People using their phones during theatre productions is one of my pet hates. So the concept of a theatre production where you use your phone the whole time seemed pretty confronting to me. 35 Degrees 17 South (which are the coordinates of Canberra on a map) melded gaming with theatre and puts the audience into the role of refugees who need to find fresh water in order to get entry into the ‘compound’. Everyone had to have an Android phone or tablet to play (no iPhone monopoly here, thank you very much Apple) and throughout the game you needed to scan QR Codes (those square barcodes) to progress further.
The story was played out in the Sculpture Garden of the National Gallery, the setting for a post-apocalyptic Canberra which has come about as a result of ‘the Lucas Heights incident of 2032’. The game began with a confrontation by the compound’s Head of Security, who wouldn’t let any more refugees in unless they go out and discover a source of fresh water.
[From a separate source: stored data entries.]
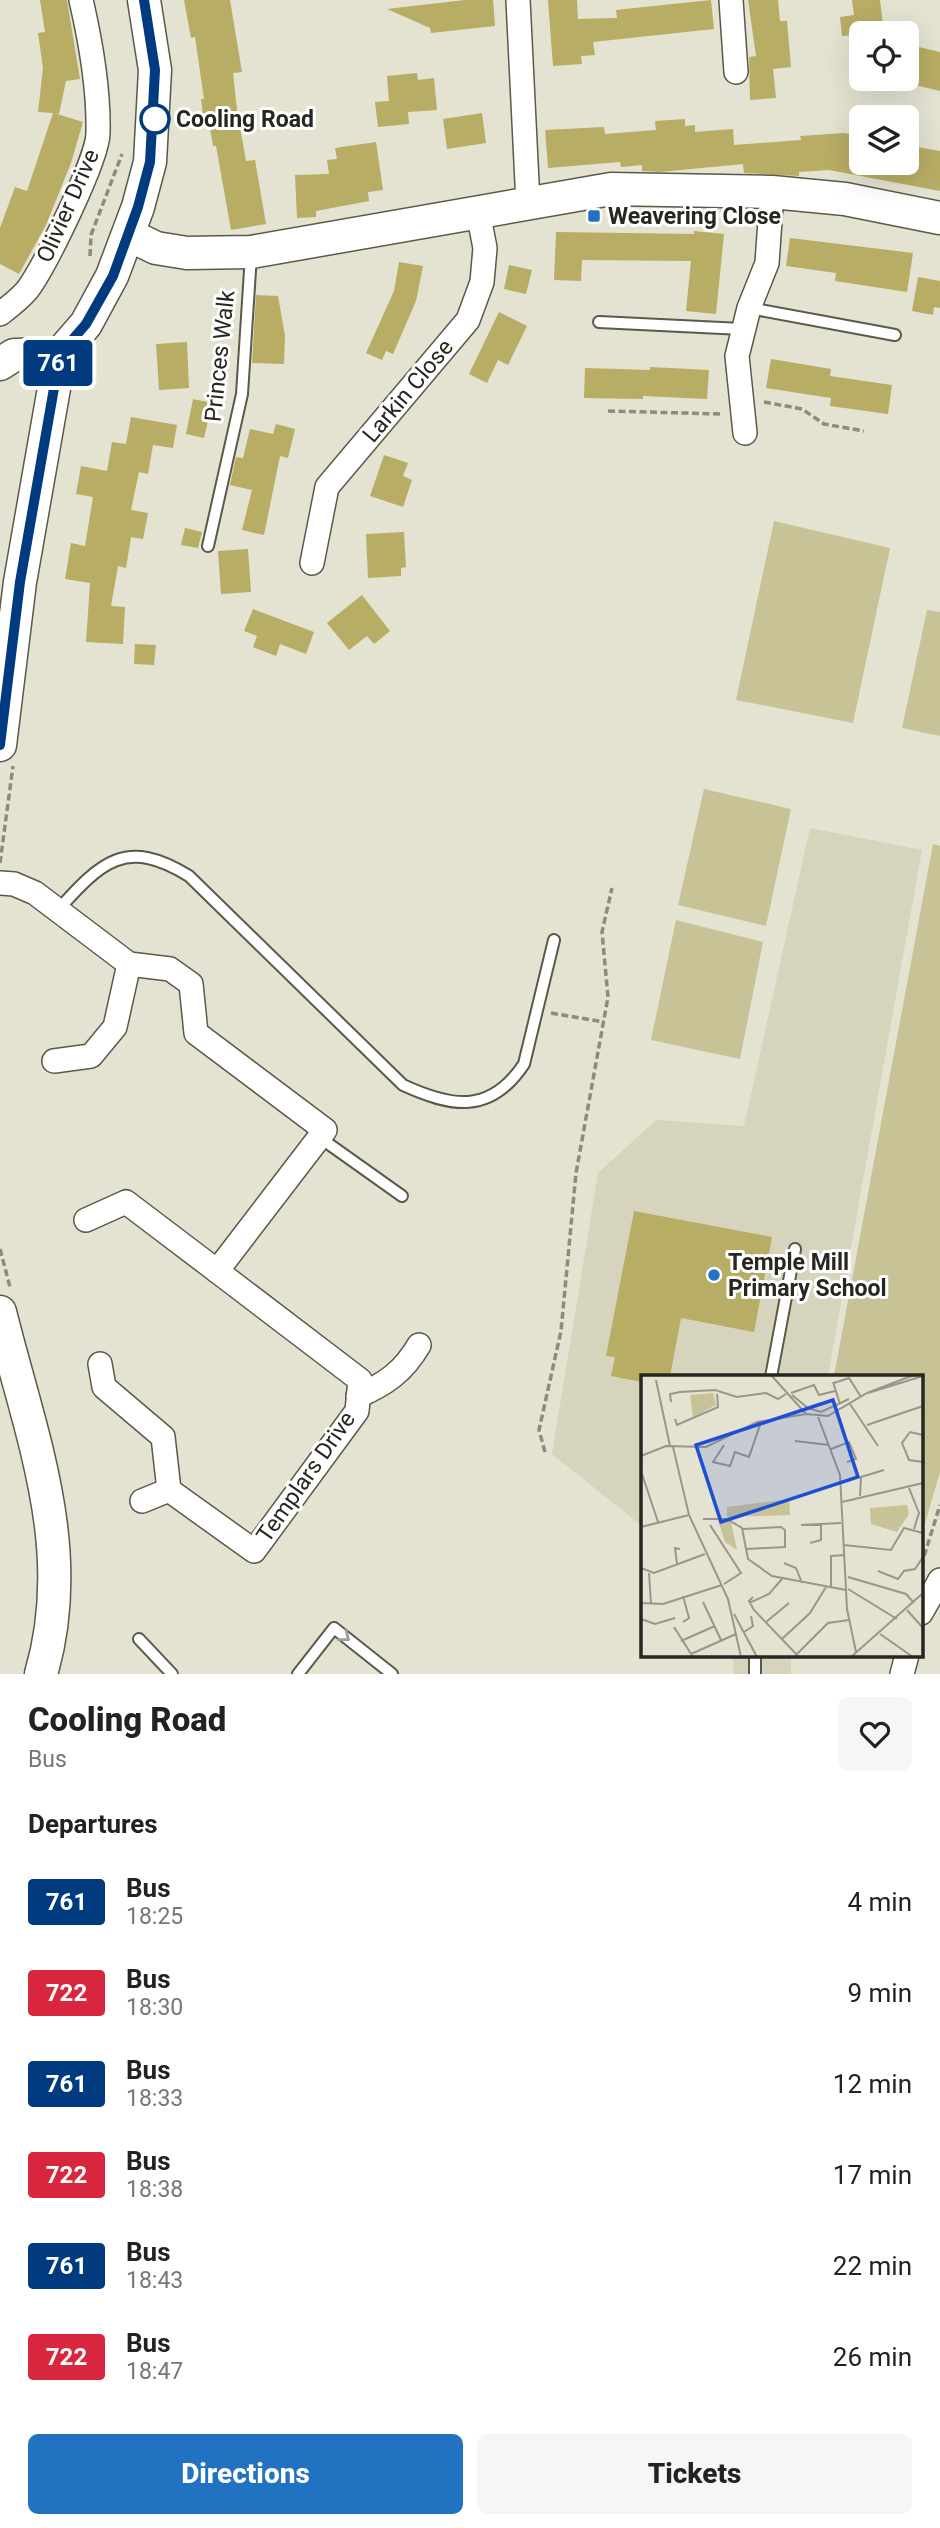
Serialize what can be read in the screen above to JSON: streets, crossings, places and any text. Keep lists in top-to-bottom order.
{
  "streets": {
    "street": ["Olivier Drive", "Larkin Close", "Templars Drive"],
    "lane": ["Princes Walk"]
  },
  "places": {
    "other": ["Cooling Road", "Temple Mill Primary School"],
    "transit": ["Weavering Close"]
  },
  "lines": ["bus line 761"],
  "page": {
    "on_map": "761",
    "heading": [
      ["Cooling Road", "Bus"],
      "Departures"
    ],
    "list": [
      {
        "mark": "761",
        "name": "Bus",
        "note": "18:25",
        "value": "4 min"
      },
      {
        "mark": "722",
        "name": "Bus",
        "note": "18:30",
        "value": "9 min"
      },
      {
        "mark": "761",
        "name": "Bus",
        "note": "18:33",
        "value": "12 min"
      },
      {
        "mark": "722",
        "name": "Bus",
        "note": "18:38",
        "value": "17 min"
      },
      {
        "mark": "761",
        "name": "Bus",
        "note": "18:43",
        "value": "22 min"
      },
      {
        "mark": "722",
        "name": "Bus",
        "note": "18:47",
        "value": "26 min"
      }
    ],
    "buttons": ["Directions", "Tickets"]
  }
}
This became our task. The game then split into three ‘streams,’ depending upon which barcode you initially scanned – although everyone had the same central goal of redacting a confidential document, which could only be done by scanning the ten QR Codes held by different refugees. Each refugee had a unique story – a woman who hadn’t seen her husband since he left to fix the burst water pipes, the sister of the compound leader who had been accused of being a traitor, a woman who had lost her daughter in the chaos. Some of the actors asked you for something (a box of matches, for example) in exchange for their code, while others gave away their code without much convincing.
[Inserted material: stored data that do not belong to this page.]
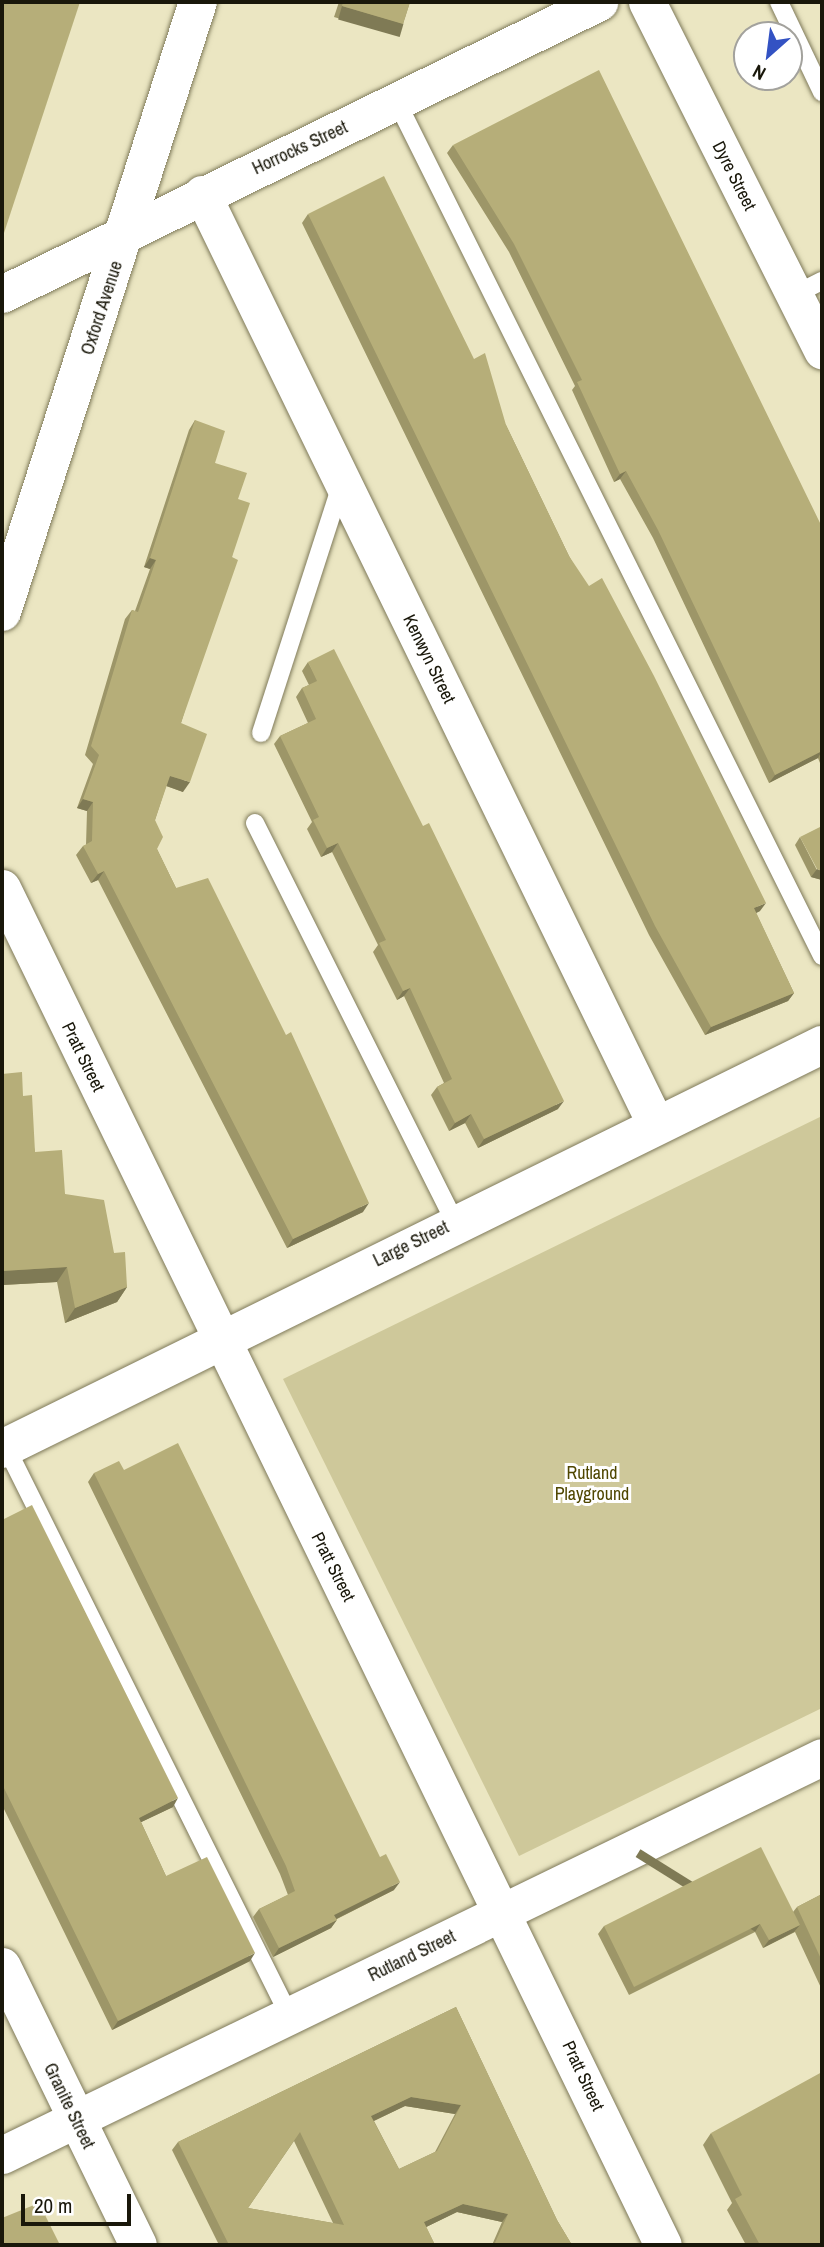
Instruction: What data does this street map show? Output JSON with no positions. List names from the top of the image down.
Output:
{
  "streets": {
    "street": [
      "Horrocks Street",
      "Dyre Street",
      "Oxford Avenue",
      "Kenwyn Street",
      "Pratt Street",
      "Large Street",
      "Rutland Street",
      "Granite Street"
    ]
  },
  "crossings": [
    ["Horrocks Street", "Oxford Avenue"],
    ["Horrocks Street", "Kenwyn Street"],
    ["Kenwyn Street", "Large Street"],
    ["Pratt Street", "Large Street"],
    ["Pratt Street", "Rutland Street"],
    ["Rutland Street", "Granite Street"]
  ],
  "parks": ["Rutland Playground"],
  "scale_bar": "20 m",
  "north": "bottom left"
}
Running alongside the main task were a number of activities that game players could also complete, which resulted in extra points and additional information to help you complete the main goal. Perhaps it was that we were too engaged in chatting with the refugees and redacting the document, but my team didn’t even realize these sub games existed. It still took us the two hours and we had a bunch of fun, so it didn’t much affect our experience that we missed them. But that, after all, is what is so great about this show: everyone has a completely unique and individual experience, which you can’t often say after a night (or day) at the theatre.
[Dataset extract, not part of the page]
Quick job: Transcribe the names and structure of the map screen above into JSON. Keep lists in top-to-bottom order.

This production was two years in the making, and was spearheaded by the Canberra Youth Theatre’s Artistic Director, Karla Conway. What she has tried to do is attempt to create a way to connect the gaming world with the theatre world. All the actors did a great job creating and maintaining the frenzied atmosphere, aided both by some well-written and well-executed monologues, and by situational improvisation which they maintain throughout the show. 35 Degrees 17 South was an original, fresh, and very well executed production.
35 Degrees 17 South played at the National Sculpture Garden from the 13th to the 20th of April.